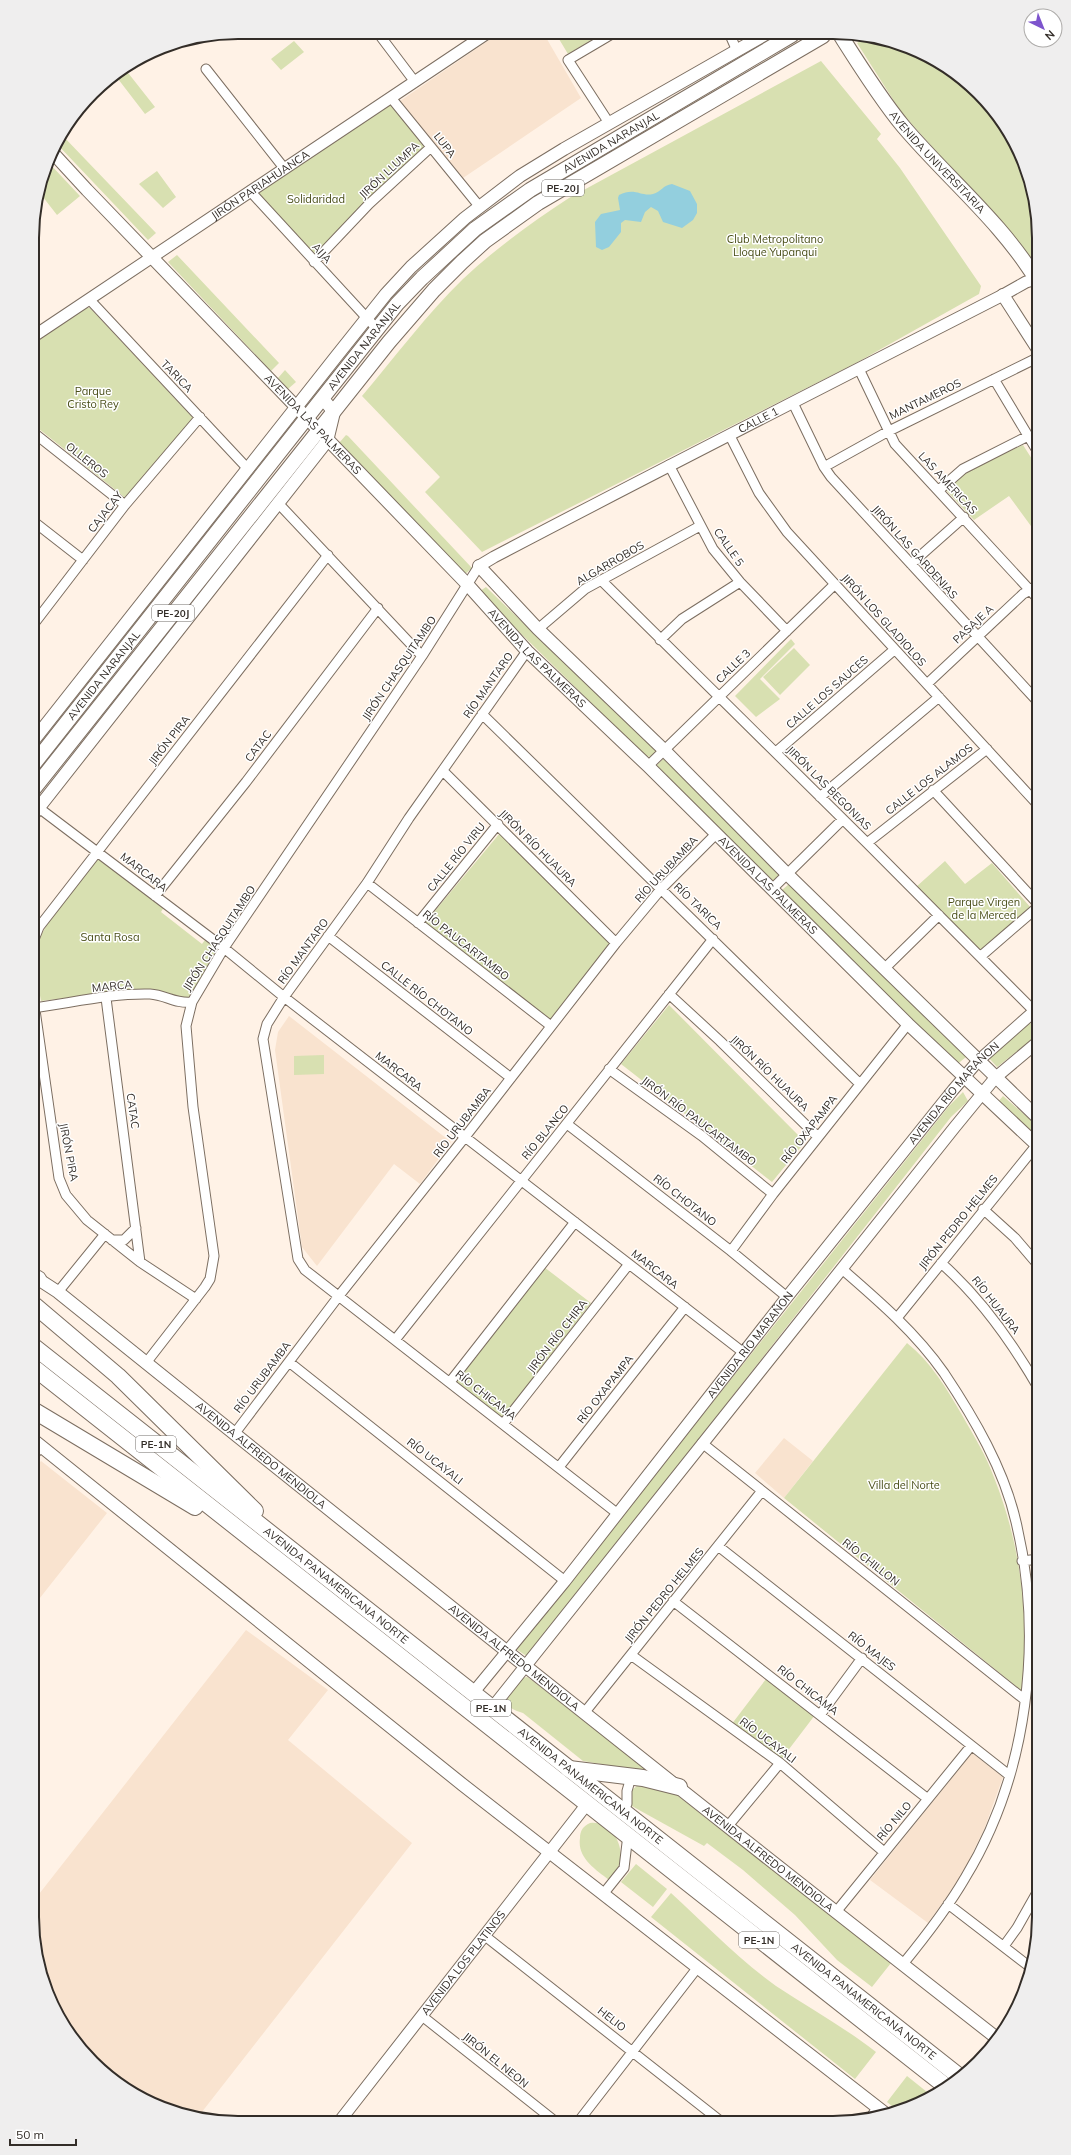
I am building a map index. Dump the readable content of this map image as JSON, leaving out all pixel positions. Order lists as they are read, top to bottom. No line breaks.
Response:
{"streets":{"highway":["PE-1N","AVENIDA PANAMERICANA NORTE"],"main road":["AVENIDA NARANJAL","AVENIDA UNIVERSITARIA","PE-20J","AVENIDA LAS PALMERAS","AVENIDA ALFREDO MENDIOLA"],"street":["LUPA","JIRÓN LLUMPA","JIRÓN PARIAHUANCA","AIJA","TARICA","MANTAMEROS","CALLE 1","OLLEROS","LAS AMERICAS","CAJACAY","CALLE 5","JIRÓN LAS GARDENIAS","ALGARROBOS","JIRÓN LOS GLADIOLOS","PASAJE A","CALLE 3","JIRÓN CHASQUITAMBO","RÍO MANTARO","CALLE LOS SAUCES","JIRÓN PIRA","CATAC","CALLE LOS ALAMOS","JIRÓN LAS BEGONIAS","JIRÓN RÍO HUAURA","CALLE RÍO VIRU","RÍO URUBAMBA","MARCARA","RÍO TARICA","RÍO PAUCARTAMBO","MARCA","CALLE RÍO CHOTANO","AVENIDA RÍO MARAÑON","JIRÓN RÍO PAUCARTAMBO","RÍO OXAPAMPA","RÍO BLANCO","RÍO CHOTANO","JIRÓN PEDRO HELMES","RÍO HUAURA","JIRÓN RÍO CHIRA","RÍO CHICAMA","RÍO UCAYALI","RÍO CHILLON","RÍO MAJES","RÍO NILO","AVENIDA LOS PLATINOS","HELIO","JIRÓN EL NEON"]},"crossings":[["AVENIDA NARANJAL","LUPA"],["AVENIDA NARANJAL","AIJA"],["AVENIDA NARANJAL","TARICA"],["AVENIDA NARANJAL","AVENIDA LAS PALMERAS"],["LUPA","JIRÓN LLUMPA"],["LUPA","JIRÓN PARIAHUANCA"],["JIRÓN LLUMPA","AIJA"],["JIRÓN PARIAHUANCA","AIJA"],["JIRÓN PARIAHUANCA","TARICA"],["JIRÓN PARIAHUANCA","AVENIDA LAS PALMERAS"],["TARICA","CAJACAY"],["MANTAMEROS","LAS AMERICAS"],["MANTAMEROS","JIRÓN LAS GARDENIAS"],["CALLE 1","AVENIDA LAS PALMERAS"],["CALLE 1","LAS AMERICAS"],["CALLE 1","CALLE 5"],["CALLE 1","JIRÓN LAS GARDENIAS"],["CALLE 1","JIRÓN LOS GLADIOLOS"],["CALLE 1","JIRÓN CHASQUITAMBO"],["AVENIDA LAS PALMERAS","ALGARROBOS"],["AVENIDA LAS PALMERAS","CALLE 3"],["AVENIDA LAS PALMERAS","JIRÓN CHASQUITAMBO"],["AVENIDA LAS PALMERAS","RÍO MANTARO"],["AVENIDA LAS PALMERAS","RÍO URUBAMBA"],["AVENIDA LAS PALMERAS","AVENIDA RÍO MARAÑON"],["AVENIDA LAS PALMERAS","RÍO OXAPAMPA"],["OLLEROS","CAJACAY"],["LAS AMERICAS","PASAJE A"],["CALLE 5","ALGARROBOS"],["CALLE 5","CALLE 3"],["JIRÓN LAS GARDENIAS","PASAJE A"],["ALGARROBOS","JIRÓN LAS BEGONIAS"],["JIRÓN LOS GLADIOLOS","PASAJE A"],["JIRÓN LOS GLADIOLOS","CALLE 3"],["JIRÓN LOS GLADIOLOS","CALLE LOS SAUCES"],["JIRÓN LOS GLADIOLOS","CALLE LOS ALAMOS"],["CALLE 3","JIRÓN LAS BEGONIAS"],["JIRÓN CHASQUITAMBO","JIRÓN PIRA"],["JIRÓN CHASQUITAMBO","MARCARA"],["JIRÓN CHASQUITAMBO","MARCA"],["JIRÓN CHASQUITAMBO","AVENIDA ALFREDO MENDIOLA"],["RÍO MANTARO","JIRÓN RÍO HUAURA"],["RÍO MANTARO","RÍO URUBAMBA"],["RÍO MANTARO","MARCARA"],["RÍO MANTARO","RÍO TARICA"],["RÍO MANTARO","RÍO PAUCARTAMBO"],["RÍO MANTARO","CALLE RÍO CHOTANO"],["RÍO MANTARO","RÍO CHICAMA"],["CALLE LOS SAUCES","JIRÓN LAS BEGONIAS"],["JIRÓN PIRA","CATAC"],["JIRÓN PIRA","MARCARA"],["CATAC","MARCARA"],["CATAC","MARCA"],["CALLE LOS ALAMOS","JIRÓN LAS BEGONIAS"],["JIRÓN RÍO HUAURA","CALLE RÍO VIRU"],["JIRÓN RÍO HUAURA","RÍO URUBAMBA"],["JIRÓN RÍO HUAURA","RÍO OXAPAMPA"],["JIRÓN RÍO HUAURA","RÍO BLANCO"],["CALLE RÍO VIRU","RÍO PAUCARTAMBO"],["RÍO URUBAMBA","MARCARA"],["RÍO URUBAMBA","RÍO TARICA"],["RÍO URUBAMBA","RÍO PAUCARTAMBO"],["RÍO URUBAMBA","CALLE RÍO CHOTANO"],["RÍO URUBAMBA","RÍO CHICAMA"],["RÍO URUBAMBA","AVENIDA ALFREDO MENDIOLA"],["RÍO URUBAMBA","RÍO UCAYALI"],["MARCARA","AVENIDA RÍO MARAÑON"],["MARCARA","RÍO OXAPAMPA"],["MARCARA","RÍO BLANCO"],["MARCARA","JIRÓN RÍO CHIRA"],["RÍO TARICA","RÍO OXAPAMPA"],["RÍO TARICA","RÍO BLANCO"],["AVENIDA RÍO MARAÑON","RÍO CHOTANO"],["AVENIDA RÍO MARAÑON","RÍO CHICAMA"],["AVENIDA RÍO MARAÑON","AVENIDA ALFREDO MENDIOLA"],["AVENIDA RÍO MARAÑON","RÍO UCAYALI"],["AVENIDA RÍO MARAÑON","RÍO CHILLON"],["AVENIDA RÍO MARAÑON","AVENIDA PANAMERICANA NORTE"],["JIRÓN RÍO PAUCARTAMBO","RÍO OXAPAMPA"],["JIRÓN RÍO PAUCARTAMBO","RÍO BLANCO"],["RÍO OXAPAMPA","RÍO CHOTANO"],["RÍO OXAPAMPA","RÍO CHICAMA"],["RÍO BLANCO","RÍO CHOTANO"],["RÍO BLANCO","RÍO CHICAMA"],["JIRÓN PEDRO HELMES","RÍO HUAURA"],["JIRÓN PEDRO HELMES","RÍO CHICAMA"],["JIRÓN PEDRO HELMES","AVENIDA ALFREDO MENDIOLA"],["JIRÓN PEDRO HELMES","RÍO UCAYALI"],["JIRÓN PEDRO HELMES","RÍO CHILLON"],["JIRÓN PEDRO HELMES","RÍO MAJES"],["JIRÓN RÍO CHIRA","RÍO CHICAMA"],["RÍO CHICAMA","RÍO NILO"],["AVENIDA ALFREDO MENDIOLA","RÍO NILO"],["RÍO UCAYALI","RÍO NILO"],["AVENIDA PANAMERICANA NORTE","AVENIDA LOS PLATINOS"],["RÍO MAJES","RÍO NILO"],["AVENIDA LOS PLATINOS","HELIO"],["AVENIDA LOS PLATINOS","JIRÓN EL NEON"]],"parks":["Solidaridad","Club Metropolitano Lloque Yupanqui","Parque Cristo Rey","Parque Virgen de la Merced","Santa Rosa","Villa del Norte"],"scale_bar":"50 m","north":"bottom right"}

————————

Your assignment = Once the images are removed, print the remaining data exactly as it appears above.

Written solution =
I am building a map index. Dump the readable content of this map image as JSON, leaving out all pixel positions. Order lists as they are read, top to bottom. No line breaks.
Response:
{"streets":{"highway":["PE-1N","AVENIDA PANAMERICANA NORTE"],"main road":["AVENIDA NARANJAL","AVENIDA UNIVERSITARIA","PE-20J","AVENIDA LAS PALMERAS","AVENIDA ALFREDO MENDIOLA"],"street":["LUPA","JIRÓN LLUMPA","JIRÓN PARIAHUANCA","AIJA","TARICA","MANTAMEROS","CALLE 1","OLLEROS","LAS AMERICAS","CAJACAY","CALLE 5","JIRÓN LAS GARDENIAS","ALGARROBOS","JIRÓN LOS GLADIOLOS","PASAJE A","CALLE 3","JIRÓN CHASQUITAMBO","RÍO MANTARO","CALLE LOS SAUCES","JIRÓN PIRA","CATAC","CALLE LOS ALAMOS","JIRÓN LAS BEGONIAS","JIRÓN RÍO HUAURA","CALLE RÍO VIRU","RÍO URUBAMBA","MARCARA","RÍO TARICA","RÍO PAUCARTAMBO","MARCA","CALLE RÍO CHOTANO","AVENIDA RÍO MARAÑON","JIRÓN RÍO PAUCARTAMBO","RÍO OXAPAMPA","RÍO BLANCO","RÍO CHOTANO","JIRÓN PEDRO HELMES","RÍO HUAURA","JIRÓN RÍO CHIRA","RÍO CHICAMA","RÍO UCAYALI","RÍO CHILLON","RÍO MAJES","RÍO NILO","AVENIDA LOS PLATINOS","HELIO","JIRÓN EL NEON"]},"crossings":[["AVENIDA NARANJAL","LUPA"],["AVENIDA NARANJAL","AIJA"],["AVENIDA NARANJAL","TARICA"],["AVENIDA NARANJAL","AVENIDA LAS PALMERAS"],["LUPA","JIRÓN LLUMPA"],["LUPA","JIRÓN PARIAHUANCA"],["JIRÓN LLUMPA","AIJA"],["JIRÓN PARIAHUANCA","AIJA"],["JIRÓN PARIAHUANCA","TARICA"],["JIRÓN PARIAHUANCA","AVENIDA LAS PALMERAS"],["TARICA","CAJACAY"],["MANTAMEROS","LAS AMERICAS"],["MANTAMEROS","JIRÓN LAS GARDENIAS"],["CALLE 1","AVENIDA LAS PALMERAS"],["CALLE 1","LAS AMERICAS"],["CALLE 1","CALLE 5"],["CALLE 1","JIRÓN LAS GARDENIAS"],["CALLE 1","JIRÓN LOS GLADIOLOS"],["CALLE 1","JIRÓN CHASQUITAMBO"],["AVENIDA LAS PALMERAS","ALGARROBOS"],["AVENIDA LAS PALMERAS","CALLE 3"],["AVENIDA LAS PALMERAS","JIRÓN CHASQUITAMBO"],["AVENIDA LAS PALMERAS","RÍO MANTARO"],["AVENIDA LAS PALMERAS","RÍO URUBAMBA"],["AVENIDA LAS PALMERAS","AVENIDA RÍO MARAÑON"],["AVENIDA LAS PALMERAS","RÍO OXAPAMPA"],["OLLEROS","CAJACAY"],["LAS AMERICAS","PASAJE A"],["CALLE 5","ALGARROBOS"],["CALLE 5","CALLE 3"],["JIRÓN LAS GARDENIAS","PASAJE A"],["ALGARROBOS","JIRÓN LAS BEGONIAS"],["JIRÓN LOS GLADIOLOS","PASAJE A"],["JIRÓN LOS GLADIOLOS","CALLE 3"],["JIRÓN LOS GLADIOLOS","CALLE LOS SAUCES"],["JIRÓN LOS GLADIOLOS","CALLE LOS ALAMOS"],["CALLE 3","JIRÓN LAS BEGONIAS"],["JIRÓN CHASQUITAMBO","JIRÓN PIRA"],["JIRÓN CHASQUITAMBO","MARCARA"],["JIRÓN CHASQUITAMBO","MARCA"],["JIRÓN CHASQUITAMBO","AVENIDA ALFREDO MENDIOLA"],["RÍO MANTARO","JIRÓN RÍO HUAURA"],["RÍO MANTARO","RÍO URUBAMBA"],["RÍO MANTARO","MARCARA"],["RÍO MANTARO","RÍO TARICA"],["RÍO MANTARO","RÍO PAUCARTAMBO"],["RÍO MANTARO","CALLE RÍO CHOTANO"],["RÍO MANTARO","RÍO CHICAMA"],["CALLE LOS SAUCES","JIRÓN LAS BEGONIAS"],["JIRÓN PIRA","CATAC"],["JIRÓN PIRA","MARCARA"],["CATAC","MARCARA"],["CATAC","MARCA"],["CALLE LOS ALAMOS","JIRÓN LAS BEGONIAS"],["JIRÓN RÍO HUAURA","CALLE RÍO VIRU"],["JIRÓN RÍO HUAURA","RÍO URUBAMBA"],["JIRÓN RÍO HUAURA","RÍO OXAPAMPA"],["JIRÓN RÍO HUAURA","RÍO BLANCO"],["CALLE RÍO VIRU","RÍO PAUCARTAMBO"],["RÍO URUBAMBA","MARCARA"],["RÍO URUBAMBA","RÍO TARICA"],["RÍO URUBAMBA","RÍO PAUCARTAMBO"],["RÍO URUBAMBA","CALLE RÍO CHOTANO"],["RÍO URUBAMBA","RÍO CHICAMA"],["RÍO URUBAMBA","AVENIDA ALFREDO MENDIOLA"],["RÍO URUBAMBA","RÍO UCAYALI"],["MARCARA","AVENIDA RÍO MARAÑON"],["MARCARA","RÍO OXAPAMPA"],["MARCARA","RÍO BLANCO"],["MARCARA","JIRÓN RÍO CHIRA"],["RÍO TARICA","RÍO OXAPAMPA"],["RÍO TARICA","RÍO BLANCO"],["AVENIDA RÍO MARAÑON","RÍO CHOTANO"],["AVENIDA RÍO MARAÑON","RÍO CHICAMA"],["AVENIDA RÍO MARAÑON","AVENIDA ALFREDO MENDIOLA"],["AVENIDA RÍO MARAÑON","RÍO UCAYALI"],["AVENIDA RÍO MARAÑON","RÍO CHILLON"],["AVENIDA RÍO MARAÑON","AVENIDA PANAMERICANA NORTE"],["JIRÓN RÍO PAUCARTAMBO","RÍO OXAPAMPA"],["JIRÓN RÍO PAUCARTAMBO","RÍO BLANCO"],["RÍO OXAPAMPA","RÍO CHOTANO"],["RÍO OXAPAMPA","RÍO CHICAMA"],["RÍO BLANCO","RÍO CHOTANO"],["RÍO BLANCO","RÍO CHICAMA"],["JIRÓN PEDRO HELMES","RÍO HUAURA"],["JIRÓN PEDRO HELMES","RÍO CHICAMA"],["JIRÓN PEDRO HELMES","AVENIDA ALFREDO MENDIOLA"],["JIRÓN PEDRO HELMES","RÍO UCAYALI"],["JIRÓN PEDRO HELMES","RÍO CHILLON"],["JIRÓN PEDRO HELMES","RÍO MAJES"],["JIRÓN RÍO CHIRA","RÍO CHICAMA"],["RÍO CHICAMA","RÍO NILO"],["AVENIDA ALFREDO MENDIOLA","RÍO NILO"],["RÍO UCAYALI","RÍO NILO"],["AVENIDA PANAMERICANA NORTE","AVENIDA LOS PLATINOS"],["RÍO MAJES","RÍO NILO"],["AVENIDA LOS PLATINOS","HELIO"],["AVENIDA LOS PLATINOS","JIRÓN EL NEON"]],"parks":["Solidaridad","Club Metropolitano Lloque Yupanqui","Parque Cristo Rey","Parque Virgen de la Merced","Santa Rosa","Villa del Norte"],"scale_bar":"50 m","north":"bottom right"}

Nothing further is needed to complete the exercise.